6.b) Com base na análise do artigo 552.º, n.os 2 e 3, do Código de Seabra, dos reparos e acrescentos referidos, Vaz Serra formulou o artigo 24.º do seu anteprojecto, que, na parte em causa, se transcreve:

«1.º A prescrição interrompe-se:
1) Pela citação ou notificação judicial do acto com que se inicia em processo de condenação, de apreciação, conservatório, executivo ou de conciliação, que traduza exercício do direito;

2) Pela notificação judicial, ou circunstância equiparada, dos actos de exercício do direito praticados no decurso de um dos processos mencionados no número anterior.»

6.b) Enquanto o n.º 2 do artigo 24.º abarcava os casos constantes dos reparos de Vaz Serra referidos na alínea b), o n.º 1 abarcava os demais casos referidos nos reparos e acrescentos feitos por Vaz Serra ao artigo 552.º, n.os 2 e 3, do Código de Seabra: os casos de citação ou notificação judicial em qualquer acção, no arresto e noutros processos cautelares e no protesto.

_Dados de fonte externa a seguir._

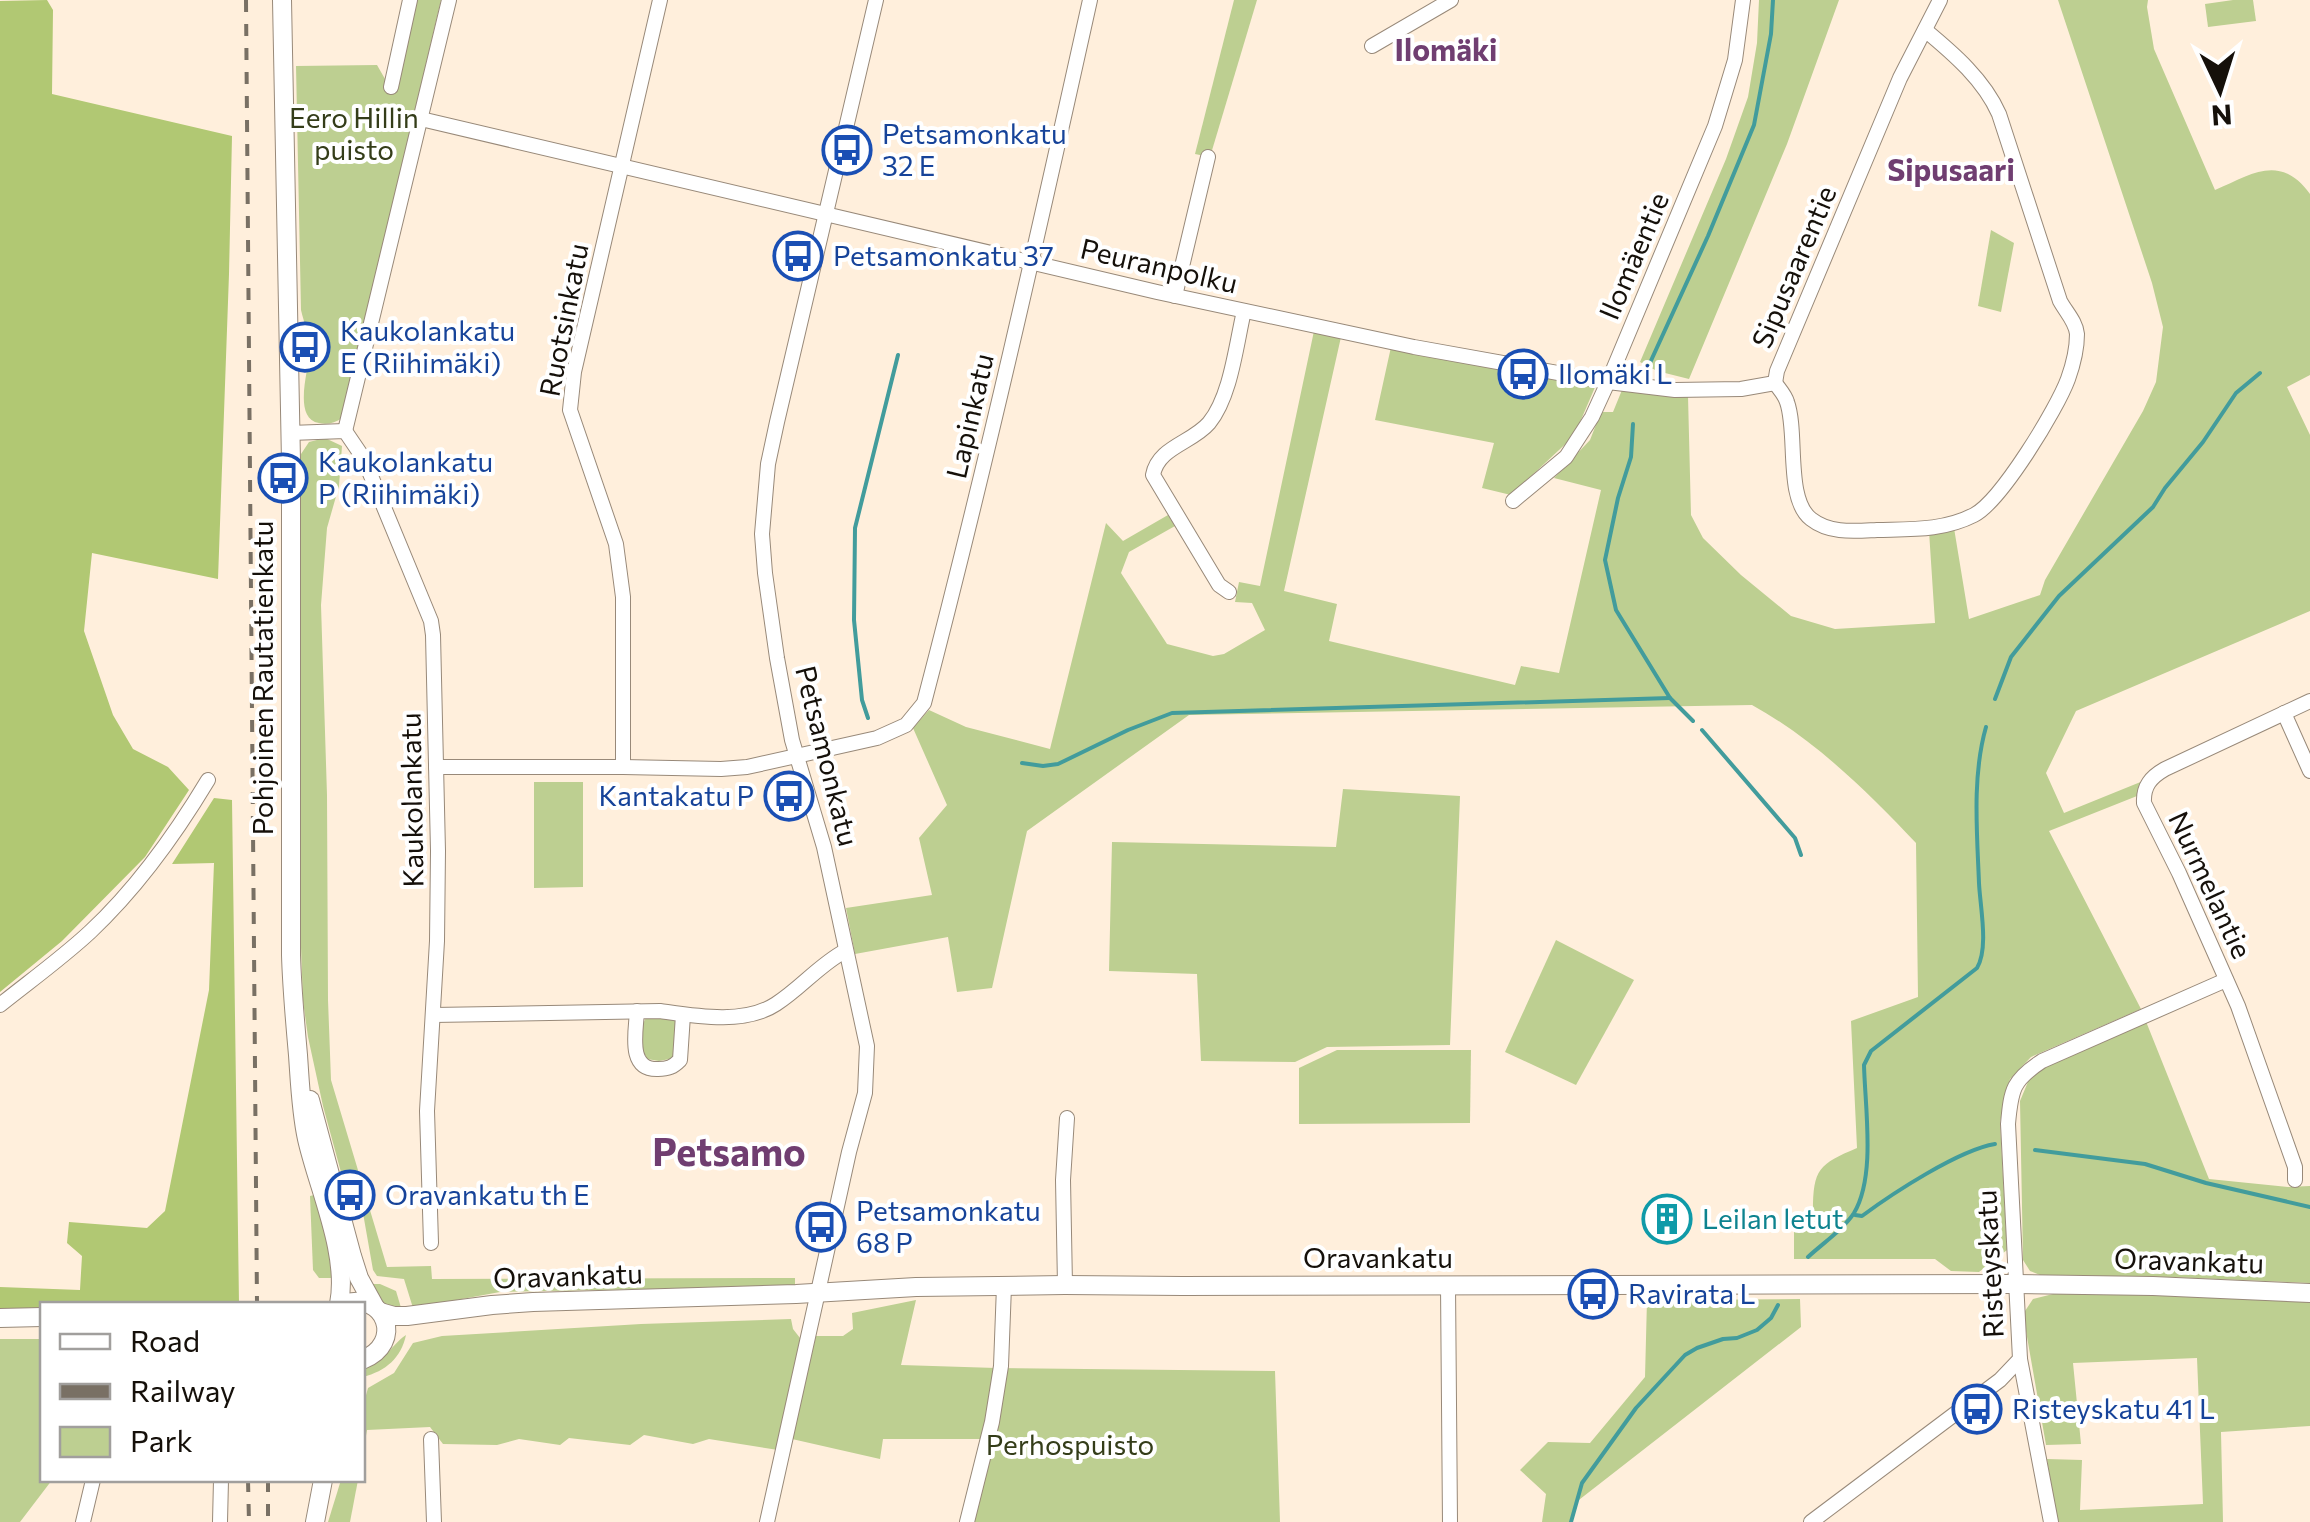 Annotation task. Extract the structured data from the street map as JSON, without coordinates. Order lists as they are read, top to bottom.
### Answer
{
  "streets": {
    "street": [
      "Ilomäentie",
      "Peuranpolku",
      "Sipusaarentie",
      "Ruotsinkatu",
      "Lapinkatu",
      "Pohjoinen Rautatienkatu",
      "Petsamonkatu",
      "Kaukolankatu",
      "Nurmelantie",
      "Oravankatu",
      "Risteyskatu"
    ]
  },
  "crossings": [
    ["Ilomäentie", "Peuranpolku"],
    ["Peuranpolku", "Sipusaarentie"],
    ["Peuranpolku", "Ruotsinkatu"],
    ["Peuranpolku", "Lapinkatu"],
    ["Peuranpolku", "Petsamonkatu"],
    ["Ruotsinkatu", "Lapinkatu"],
    ["Lapinkatu", "Petsamonkatu"],
    ["Lapinkatu", "Kaukolankatu"],
    ["Pohjoinen Rautatienkatu", "Oravankatu"],
    ["Petsamonkatu", "Oravankatu"],
    ["Nurmelantie", "Risteyskatu"],
    ["Oravankatu", "Risteyskatu"]
  ],
  "districts": ["Ilomäki", "Sipusaari", "Petsamo"],
  "parks": ["Eero Hillin puisto", "Perhospuisto"],
  "places": {
    "bus stop": [
      "Petsamonkatu 32 E",
      "Petsamonkatu 37",
      "Kaukolankatu E (Riihimäki)",
      "Ilomäki L",
      "Kaukolankatu P (Riihimäki)",
      "Kantakatu P",
      "Oravankatu th E",
      "Petsamonkatu 68 P",
      "Ravirata L",
      "Risteyskatu 41 L"
    ],
    "building": ["Leilan letut"]
  },
  "legend": ["Road", "Railway", "Park"],
  "north": "bottom"
}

O n.º 1 do artigo 24.º não podia deixar de ter a abrangência indicada, na medida em que não afastava como causa interruptiva quer o protesto - previsto, então, no artigo 455.º do Código de Processo Civil - quer o arresto e outros processos cautelares, sendo justificativo de tal abrangência o carácter exemplificativo do reparo referido na alínea a): «não parece de exigir, para que a citação judicial interrompa a prescrição, que a acção seja uma acção de condenação, pois, ainda que se trate de acção de declaração ou de apreciação, de conservação ou executiva, a razão é a mesma»; «a exigência da citação judicial da outra parte destina-se a dar-lhe conhecimento do exercício judicial do direito pelo titular, por não ser razoável que essa outra parte que acaso contava com a prescrição, tenha de se sujeitar à interrupção, sem seu reconhecimento» (Boletim do Ministério da Justiça, n.º 106, p. 189).

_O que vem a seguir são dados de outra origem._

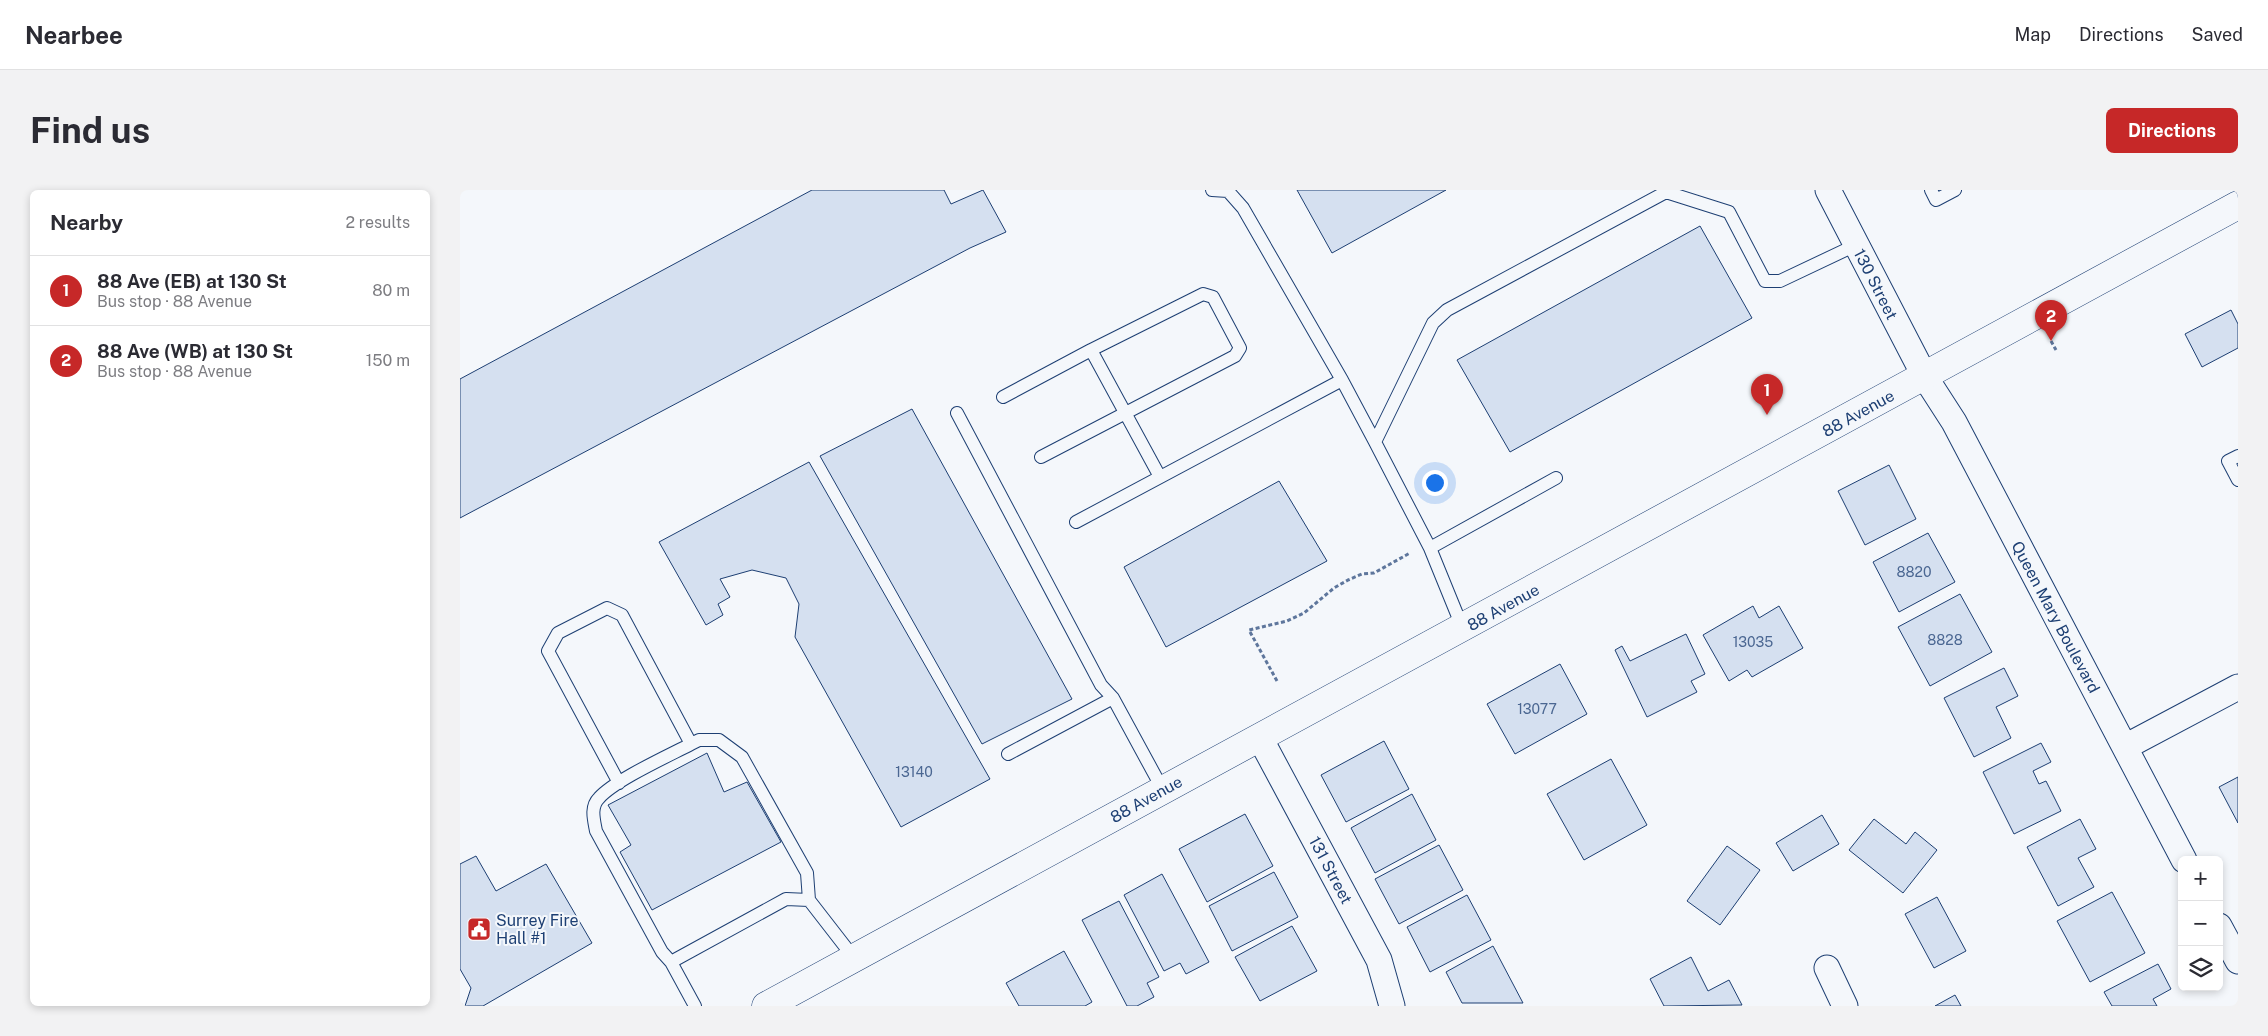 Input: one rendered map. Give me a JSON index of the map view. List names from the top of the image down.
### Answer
{
  "streets": {
    "main road": ["88 Avenue"],
    "street": ["130 Street", "Queen Mary Boulevard", "131 Street"]
  },
  "crossings": [
    ["130 Street", "88 Avenue"],
    ["130 Street", "Queen Mary Boulevard"],
    ["88 Avenue", "Queen Mary Boulevard"],
    ["88 Avenue", "131 Street"]
  ],
  "places": {
    "public building": ["Surrey Fire Hall #1"]
  },
  "house_numbers": [
    "8820",
    "8828",
    "13035",
    "13077",
    "13140"
  ],
  "page": {
    "header": "Nearbee",
    "nav": ["Map", "Directions", "Saved"],
    "buttons": "Directions",
    "title": "Find us",
    "heading": ["Nearby", "2 results"],
    "list": [
      {
        "mark": "1",
        "name": "88 Ave (EB) at 130 St",
        "note": "Bus stop · 88 Avenue",
        "value": "80 m"
      },
      {
        "mark": "2",
        "name": "88 Ave (WB) at 130 St",
        "note": "Bus stop · 88 Avenue",
        "value": "150 m"
      }
    ],
    "pins": ["2", "1"],
    "map_buttons": ["+", "−"]
  }
}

6.c) A abrangência dada ao n.º 1 do artigo 24.º do anteprojecto de Vaz Serra passou para a primeira revisão ministerial (o artigo 284.º diz que a prescrição se interrompe com a citação ou notificação judicial do acto em qualquer processo), sendo certo que essa abrangência se tornou mais expressiva com a substituição do termo «processo» pela expressão «qualquer processo».

6.d) A segunda revisão ministerial (a corresponder à redacção definitiva do artigo 323.º) reforça esta abrangência ao substituir a expressão «qualquer processo» por «seja qual for o processo».

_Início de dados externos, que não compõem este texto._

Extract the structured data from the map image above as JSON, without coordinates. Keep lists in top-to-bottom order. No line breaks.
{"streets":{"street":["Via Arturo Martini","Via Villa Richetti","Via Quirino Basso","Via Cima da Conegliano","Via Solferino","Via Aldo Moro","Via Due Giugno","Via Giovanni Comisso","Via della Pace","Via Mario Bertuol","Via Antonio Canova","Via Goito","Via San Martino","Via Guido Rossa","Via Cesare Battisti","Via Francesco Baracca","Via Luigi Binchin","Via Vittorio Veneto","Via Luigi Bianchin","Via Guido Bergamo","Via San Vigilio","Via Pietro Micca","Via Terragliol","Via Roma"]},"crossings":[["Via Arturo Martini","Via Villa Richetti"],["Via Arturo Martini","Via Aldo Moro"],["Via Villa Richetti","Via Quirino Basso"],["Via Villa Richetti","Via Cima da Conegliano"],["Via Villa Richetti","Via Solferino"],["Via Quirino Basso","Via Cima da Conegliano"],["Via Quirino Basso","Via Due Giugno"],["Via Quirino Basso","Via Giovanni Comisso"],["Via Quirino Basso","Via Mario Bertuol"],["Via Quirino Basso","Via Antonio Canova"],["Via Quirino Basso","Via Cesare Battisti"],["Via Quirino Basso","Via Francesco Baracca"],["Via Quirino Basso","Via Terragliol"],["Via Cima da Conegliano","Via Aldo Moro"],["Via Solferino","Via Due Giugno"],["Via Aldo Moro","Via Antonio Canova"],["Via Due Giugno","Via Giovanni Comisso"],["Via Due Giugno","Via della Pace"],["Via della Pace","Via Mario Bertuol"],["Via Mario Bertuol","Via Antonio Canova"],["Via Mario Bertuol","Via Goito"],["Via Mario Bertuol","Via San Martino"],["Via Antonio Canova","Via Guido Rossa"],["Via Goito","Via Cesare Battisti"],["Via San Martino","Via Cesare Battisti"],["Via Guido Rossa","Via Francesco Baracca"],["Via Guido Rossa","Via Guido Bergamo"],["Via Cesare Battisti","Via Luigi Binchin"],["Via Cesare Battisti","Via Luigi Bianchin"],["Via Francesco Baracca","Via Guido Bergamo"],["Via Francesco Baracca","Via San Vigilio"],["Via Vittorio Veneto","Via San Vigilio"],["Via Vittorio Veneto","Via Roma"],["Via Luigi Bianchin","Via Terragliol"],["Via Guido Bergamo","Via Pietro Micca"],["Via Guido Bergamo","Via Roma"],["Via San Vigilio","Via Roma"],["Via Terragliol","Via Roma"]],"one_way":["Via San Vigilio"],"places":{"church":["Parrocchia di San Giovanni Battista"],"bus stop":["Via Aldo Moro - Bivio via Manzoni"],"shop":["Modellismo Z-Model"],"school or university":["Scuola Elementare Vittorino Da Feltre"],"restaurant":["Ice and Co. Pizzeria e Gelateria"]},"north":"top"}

6.e) A substituição da palavra «processo» pelas expressões «qualquer processo» no decurso dos trabalhos preparatórios e a «adopção» desta última expressão no n.º 1 do artigo 323.º do Código Civil vem a significar que o legislador adoptou um conceito amplo de «processo» (uma «intenção expansiva», no dizer correcto de Castro Mendes, ob. cit., pp. 261 e 262), a abarcar as acções classificadas no artigo 4.º do Código de Processo Civil de 1961 e os procedimentos definidos no artigo 2.º do mesmo Código (disposições em vigor à entrada em vigor do Código Civil de 1966).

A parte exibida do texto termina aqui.